My question, and it may perhaps be the case that NKS has the answer, is this: Basically, I don't really "buy" non-determinstic machines. Non-determinism in general just really bothers me. After a whole year of quatum mechanics classes, I still don't really "buy" QM either. I mean, sure I can work the problems within the formalism of operators on Hilbert space, but in terms of the semiphilsophical assertion that the values of "observables" measured behave non-determinstically--I'm unsatisfied with it. And here's why.

I'm not really trying to get into a physics discussion here by the way (any physicists in the house?)--I'm simply trying to use QM as an analogy for my real question, which is what exactly is a non-deterministic machine and can it be emmulated by a deterministic universal machine like Rule 110?

But going with the analogy for a second...
The idea is that before a measurement, the values of some observable (say momentum) are known only as a probability distribution. But then after the measurement (after the wavefunction collapses) the value is totally known. That is, momentum is say 5 g.m/s. Now what this sounds like to me is that we are basically getting "something" for "nothing". More specifically, what I mean is that any system where probability distributions are true at a base level seems like it is basically just arbitrarily "choosing" what value to make appear. But this makes it seem like the system is grabbing information out of thin air. From nothing but a probability distribution, it in effect tosses you an actual solid value.

In the same way, non-deterministic machines seem to me like they are "cheating". Say you have an NP problem where a binary string of length n must be chosen with the correct 1's and 0's in the correct places. Then as my professor once said, a non-deterministic machine would be like an oracle that at each step, would "know" what value to choose, and thus after simply passing over the string once (ie after n steps) the problem would be solved. But I guess my question is, how does it know?. I feel like the information to know this has to come from somewhere.

Now, I'd be willing to accept a breakdown of conservation of momentum for instance, since this would just entail a loss of a symmetry constraint on the equation of motion. But this "non-conservation of information" just described seems to me like a deeper problem. Is it?

What is the real problem here? Am I just not thinking generally enough? Are non-deterministic machines a well-defined mathematical construct that one can speak of in terms of a finite set and some functions? If so, great, but could they ever apply to "real life"? A more formal question along the same line would be: can a non-determinsitic machine be emulated by a univeral deterministic machine like Rule 110?

Thanks so much for any information/enlightenment. Also, any suggestions for good texs on the subject of non-determinsitic machines, NP-complete problems, etc.?

Best,
--Stedman

Posted by estrabd on 12-20-2005 04:35 PM:

Re: Non-deterministic state machines: Do they "make sense"?

Originally posted by Stedman
After reading "A New Kind of Science" it appears that the CA and other systems (Turing machines, regsiter machines, etc.) discussed are deterministic. I am also aware that there is another class of so called "non-deterministic" finite state machines, which for instance solve so called NP problems in P time.

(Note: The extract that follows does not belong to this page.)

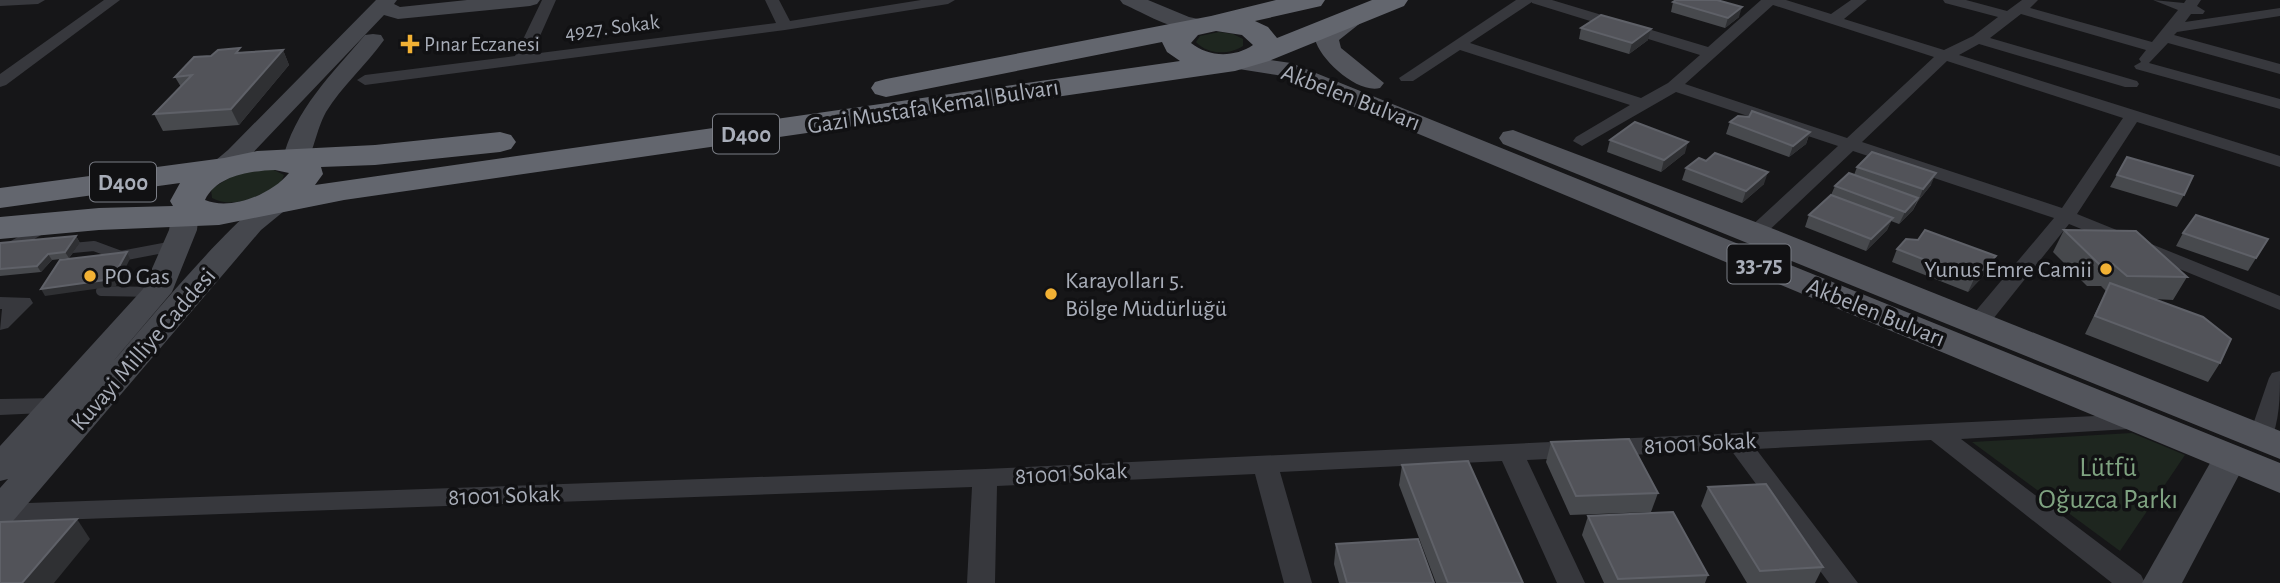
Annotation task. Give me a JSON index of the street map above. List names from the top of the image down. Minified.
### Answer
{"streets":{"highway":["Gazi Mustafa Kemal Bulvarı","D400"],"main road":["Akbelen Bulvarı","33-75"],"street":["4927. Sokak","Kuvayi Milliye Caddesi","81001 Sokak"]},"crossings":[["Akbelen Bulvarı","Gazi Mustafa Kemal Bulvarı"],["Akbelen Bulvarı","81001 Sokak"],["Gazi Mustafa Kemal Bulvarı","Kuvayi Milliye Caddesi"],["D400","Kuvayi Milliye Caddesi"],["Kuvayi Milliye Caddesi","81001 Sokak"]],"parks":["Lütfü Oğuzca Parkı"],"places":{"health":["Pınar Eczanesi"],"other":["Yunus Emre Camii","PO Gas","Karayolları 5. Bölge Müdürlüğü"]}}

FSAs describe regular languages, Turing Machines (think your desktop PC) perform computations.

Firstly, DFA == NFA == RE. DFA are "regular language" acceptors/generators, and rely on states that are aware only of themselves and where to go next on a given input. Whereas a DFA returns a single state on a given input, an NFA may return a set of states. There is also a class of NFAs that provide transitions on epsilon (i.e., a null symbol). An e-transition is like a "ladder" in shoots n' ladders where you may continue on to the next state with out any input.

In a NFA, a string may follow multiple paths concurrently, but ultimately all invalid paths "die on the vine". If any of these paths put the NFA into a final or accepting state, then the string being tested is considered "valid" for the regular language described by the NFA. An NFA may be converted to a DFA using the well known "subset construction" algorithm.

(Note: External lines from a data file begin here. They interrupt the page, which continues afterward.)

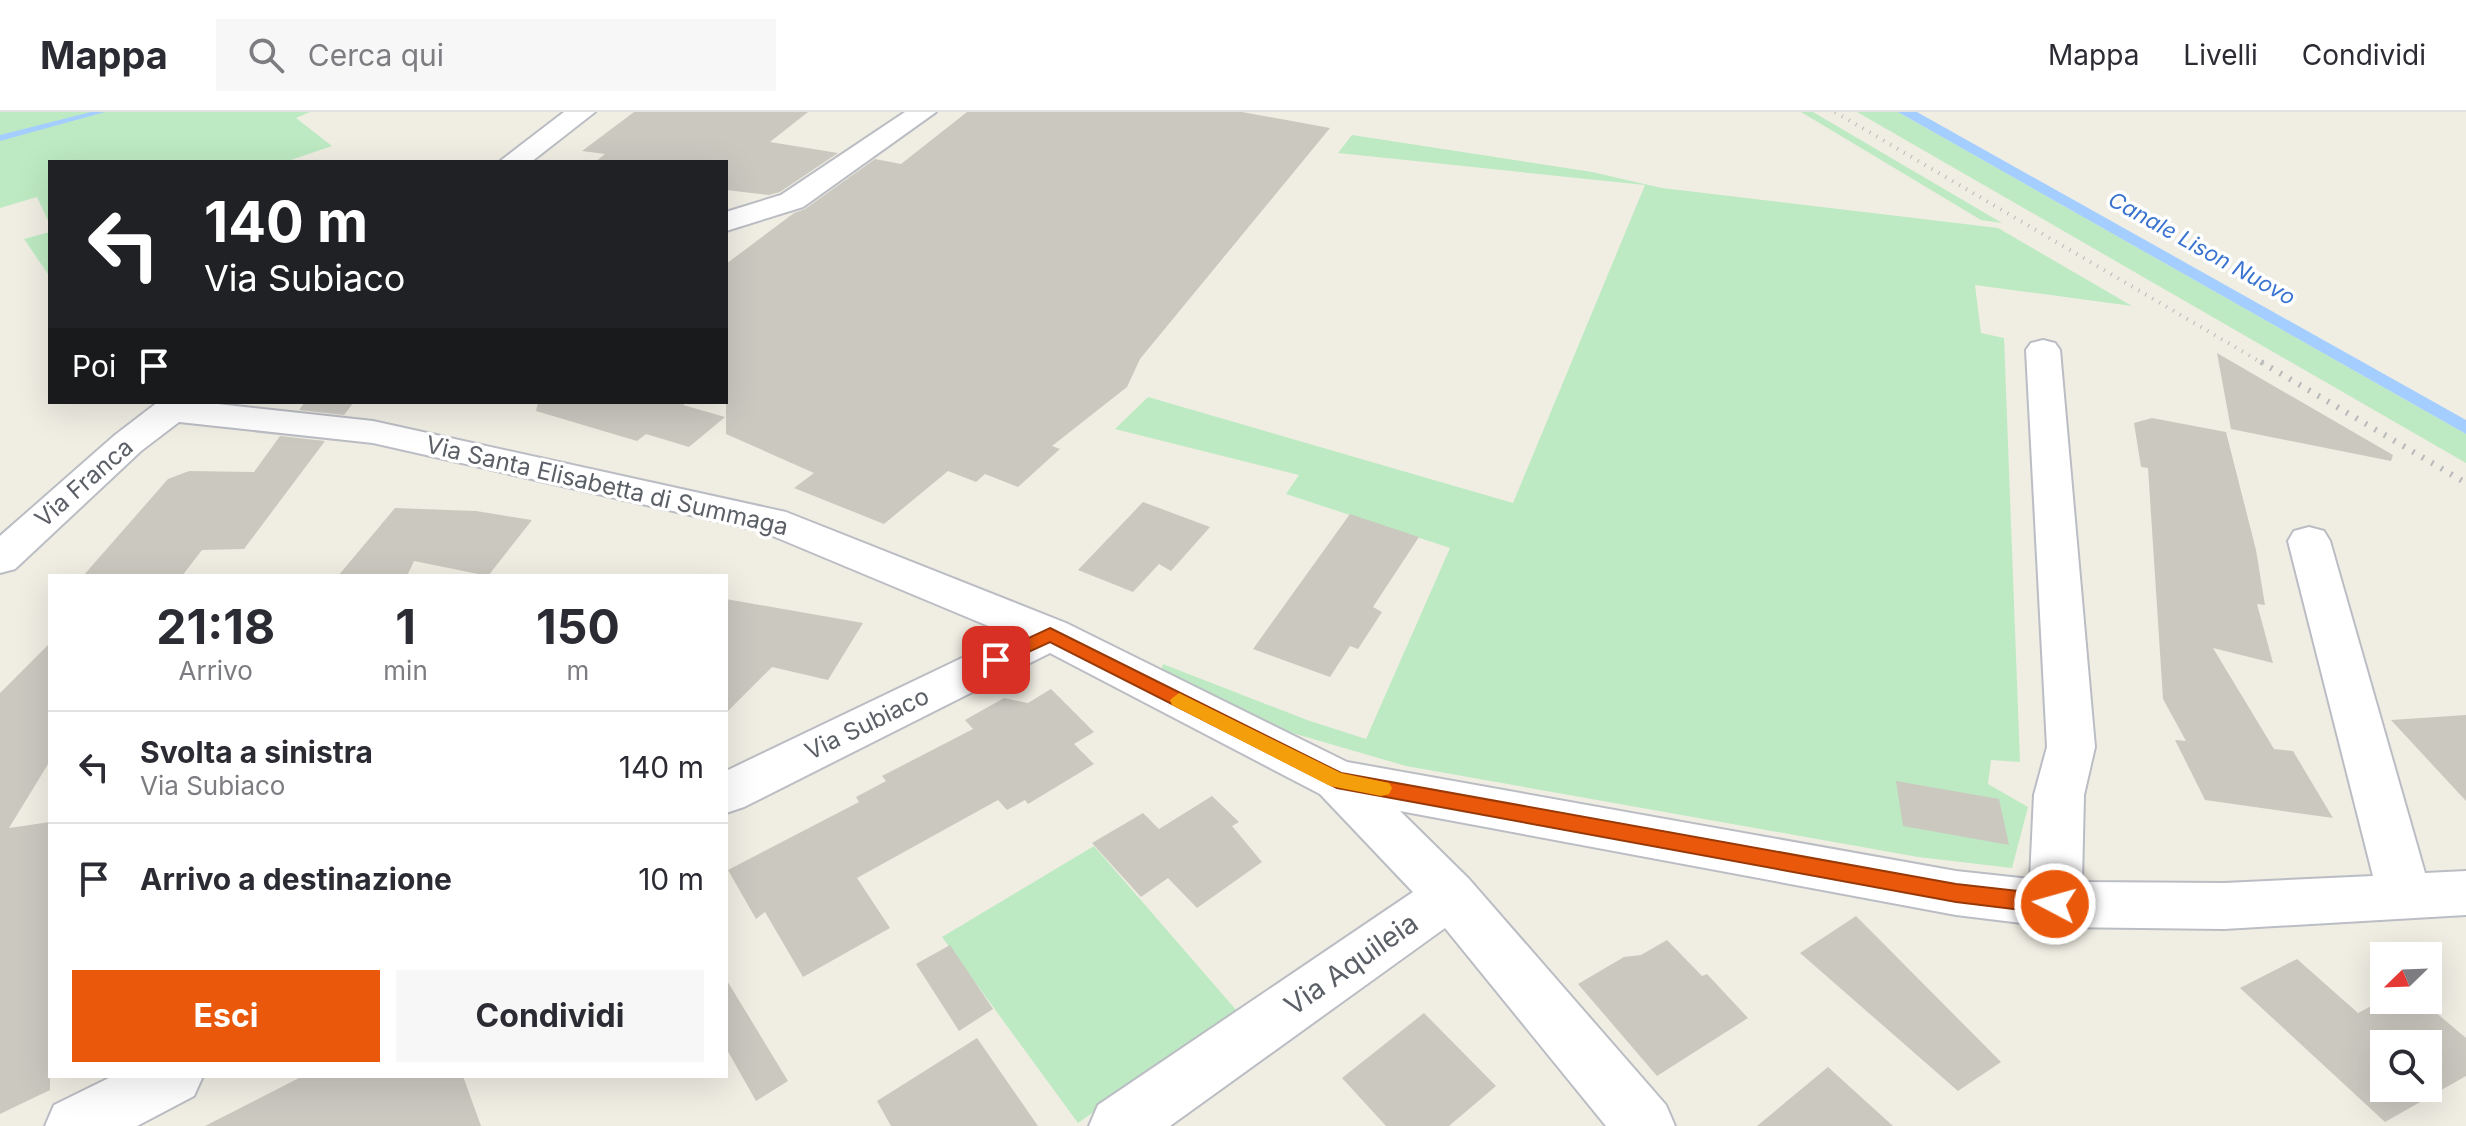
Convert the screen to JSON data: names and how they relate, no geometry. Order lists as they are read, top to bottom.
{
  "streets": {
    "street": [
      "Via Franca",
      "Via Santa Elisabetta di Summaga",
      "Via Subiaco",
      "Via Aquileia"
    ]
  },
  "crossings": [
    ["Via Franca", "Via Santa Elisabetta di Summaga"],
    ["Via Santa Elisabetta di Summaga", "Via Subiaco"]
  ],
  "water": ["Canale Lison Nuovo"],
  "north": "bottom left",
  "page": {
    "header": "Mappa",
    "search": "Cerca qui",
    "nav": ["Mappa", "Livelli", "Condividi"],
    "turn": ["140 m", "Via Subiaco"],
    "then": "Poi",
    "eta": [
      "21:18",
      "Arrivo",
      "1",
      "min",
      "150",
      "m"
    ],
    "list": [
      {
        "name": "Svolta a sinistra",
        "note": "Via Subiaco",
        "value": "140 m"
      },
      {
        "name": "Arrivo a destinazione",
        "value": "10 m"
      }
    ],
    "buttons": ["Esci", "Condividi"]
  }
}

Non-deterministic Turing Machines solve NP-complete problems in polynomial time. It is like it computes all possible solutions concurrently, and at the end of the computation, only the correct answer survives.

Modern computers are deterministic, so any executing over any non-deterministict type of machine (FA or Turing) must be simulated.

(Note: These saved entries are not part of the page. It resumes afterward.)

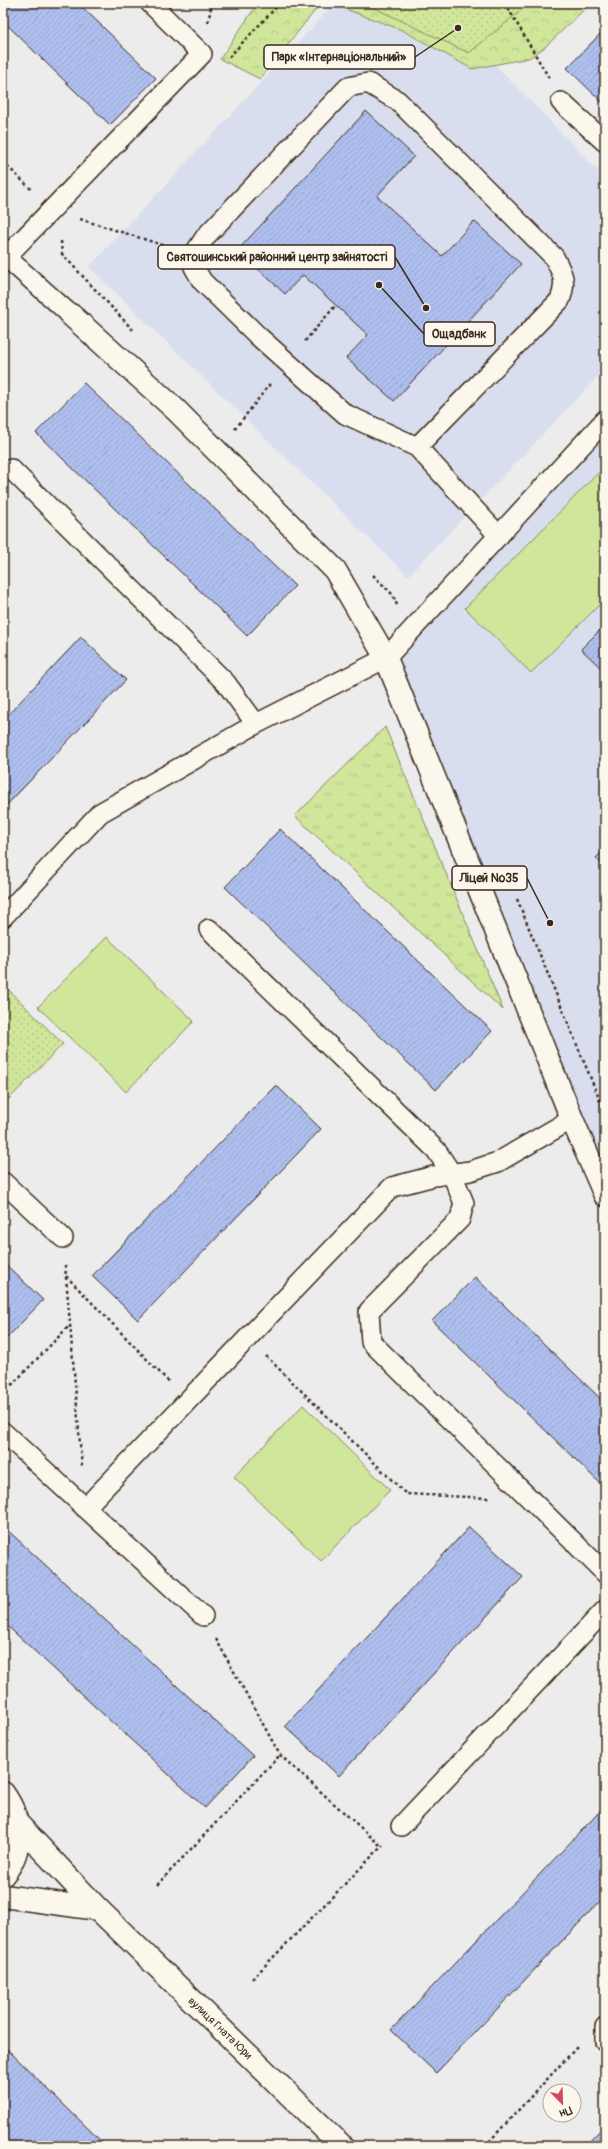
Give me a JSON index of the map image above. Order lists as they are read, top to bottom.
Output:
{
  "streets": {
    "street": ["вулиця Гната Юри"]
  },
  "places": [
    "Парк «Інтернаціональний»",
    "Ощадбанк",
    "Святошинський районний центр зайнятості",
    "Ліцей №35"
  ],
  "north": "bottom right"
}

I don't recall anything explicitly stated in the book, but I can't imagine why you can't model a non-deterministic machine using the methods described in NKS. If the examples in the book were explicitly deterministic, then this was probably shown for clarity.

Non-determinism as applied to all of these abstract models simply means that an infinite number of paths may be followed concurrently - think parallel processing.

My question, and it may perhaps be the case that NKS has the answer, is this: Basically, I don't really "buy" non-determinstic machines. Non-determinism in general just really bothers me. After a whole year of quatum mechanics classes, I still don't really "buy" QM either.

Not sure about QM, but non-determinism conceptually is sound and is typically used as a way to describe a deterministic model in a much more compact way. For exampe, an NFA of N nodes may represent an DFA of 2^N nodes.

I'm not really trying to get into a physics discussion here by the way (any physicists in the house?)--I'm simply trying to use QM as an analogy for my real question, which is [b]what exactly is a non-deterministic machine and can it be emmulated by a deterministic universal machine like Rule 110?

A non-deterministic machine computes all solutions at once. I would assume that using the 2-d rule 110, you are limited to computing only one solution at a time. However, I look at it like this - if you want to simulate a non-deterministic turing machine using rule 110, then for each line of computation, you'd need an additional dimension (or "slice") representing the TM (built using 110) ready to perform a concurrent line of execution. This analogy is akin to simulating an N-TM using multiple processors.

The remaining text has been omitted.